**** Given information ****

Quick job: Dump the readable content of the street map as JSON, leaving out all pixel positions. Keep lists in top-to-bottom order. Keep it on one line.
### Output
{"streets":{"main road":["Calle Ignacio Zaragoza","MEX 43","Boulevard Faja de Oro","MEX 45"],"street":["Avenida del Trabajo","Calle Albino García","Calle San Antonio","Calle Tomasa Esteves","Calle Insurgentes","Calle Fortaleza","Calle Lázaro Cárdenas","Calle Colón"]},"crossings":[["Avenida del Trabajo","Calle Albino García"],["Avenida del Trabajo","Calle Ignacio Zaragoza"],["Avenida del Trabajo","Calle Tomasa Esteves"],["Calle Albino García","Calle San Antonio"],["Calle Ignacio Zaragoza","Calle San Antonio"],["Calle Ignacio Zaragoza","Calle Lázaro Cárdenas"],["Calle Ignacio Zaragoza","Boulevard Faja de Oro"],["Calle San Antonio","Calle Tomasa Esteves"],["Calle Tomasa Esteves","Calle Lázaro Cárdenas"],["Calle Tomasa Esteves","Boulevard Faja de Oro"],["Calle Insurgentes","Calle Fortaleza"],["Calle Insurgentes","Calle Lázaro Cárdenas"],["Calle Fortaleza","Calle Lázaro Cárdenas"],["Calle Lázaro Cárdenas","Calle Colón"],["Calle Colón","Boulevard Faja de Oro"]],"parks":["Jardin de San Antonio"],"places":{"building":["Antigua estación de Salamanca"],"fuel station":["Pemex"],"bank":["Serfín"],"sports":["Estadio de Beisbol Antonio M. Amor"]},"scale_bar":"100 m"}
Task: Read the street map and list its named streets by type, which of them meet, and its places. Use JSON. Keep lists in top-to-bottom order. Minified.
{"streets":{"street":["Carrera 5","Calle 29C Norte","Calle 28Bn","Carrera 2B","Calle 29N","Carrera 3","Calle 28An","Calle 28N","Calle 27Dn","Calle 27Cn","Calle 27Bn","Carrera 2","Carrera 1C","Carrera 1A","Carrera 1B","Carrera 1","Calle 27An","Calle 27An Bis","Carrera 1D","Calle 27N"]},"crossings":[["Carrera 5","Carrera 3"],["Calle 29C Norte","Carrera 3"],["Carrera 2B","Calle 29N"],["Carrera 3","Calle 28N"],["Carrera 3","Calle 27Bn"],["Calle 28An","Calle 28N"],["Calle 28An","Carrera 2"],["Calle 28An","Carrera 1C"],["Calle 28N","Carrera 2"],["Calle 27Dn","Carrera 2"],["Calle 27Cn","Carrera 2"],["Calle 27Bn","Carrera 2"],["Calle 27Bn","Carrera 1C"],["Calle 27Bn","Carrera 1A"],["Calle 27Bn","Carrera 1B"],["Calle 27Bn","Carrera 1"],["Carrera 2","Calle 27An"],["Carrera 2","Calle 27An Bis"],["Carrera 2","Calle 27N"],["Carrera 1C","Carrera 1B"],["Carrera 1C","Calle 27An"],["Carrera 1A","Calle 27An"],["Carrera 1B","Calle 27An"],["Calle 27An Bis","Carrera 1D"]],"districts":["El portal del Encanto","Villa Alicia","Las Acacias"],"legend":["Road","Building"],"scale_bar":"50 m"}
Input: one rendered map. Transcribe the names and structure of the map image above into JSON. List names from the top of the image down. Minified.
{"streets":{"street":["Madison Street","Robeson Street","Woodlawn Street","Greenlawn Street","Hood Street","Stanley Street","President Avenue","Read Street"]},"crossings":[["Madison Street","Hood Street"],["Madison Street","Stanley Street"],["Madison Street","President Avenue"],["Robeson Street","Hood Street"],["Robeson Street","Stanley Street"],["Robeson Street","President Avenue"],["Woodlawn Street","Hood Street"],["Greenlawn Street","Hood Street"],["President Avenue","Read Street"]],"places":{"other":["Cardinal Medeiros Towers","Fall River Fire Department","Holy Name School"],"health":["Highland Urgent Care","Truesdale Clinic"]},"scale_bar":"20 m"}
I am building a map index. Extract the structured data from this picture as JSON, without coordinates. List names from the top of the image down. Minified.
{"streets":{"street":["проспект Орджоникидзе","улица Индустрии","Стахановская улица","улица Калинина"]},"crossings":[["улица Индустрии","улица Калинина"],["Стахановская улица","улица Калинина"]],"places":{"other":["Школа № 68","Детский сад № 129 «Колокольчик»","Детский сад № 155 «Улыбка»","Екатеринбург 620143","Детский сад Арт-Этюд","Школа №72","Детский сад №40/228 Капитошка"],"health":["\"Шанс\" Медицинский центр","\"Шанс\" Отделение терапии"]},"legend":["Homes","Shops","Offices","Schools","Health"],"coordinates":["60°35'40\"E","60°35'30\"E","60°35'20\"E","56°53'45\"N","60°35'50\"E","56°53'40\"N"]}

****

◆ What is expected:
Return each full line of the entries that contains the word "Minified".

◆ Written answer:
Task: Read the street map and list its named streets by type, which of them meet, and its places. Use JSON. Keep lists in top-to-bottom order. Minified.
Input: one rendered map. Transcribe the names and structure of the map image above into JSON. List names from the top of the image down. Minified.
I am building a map index. Extract the structured data from this picture as JSON, without coordinates. List names from the top of the image down. Minified.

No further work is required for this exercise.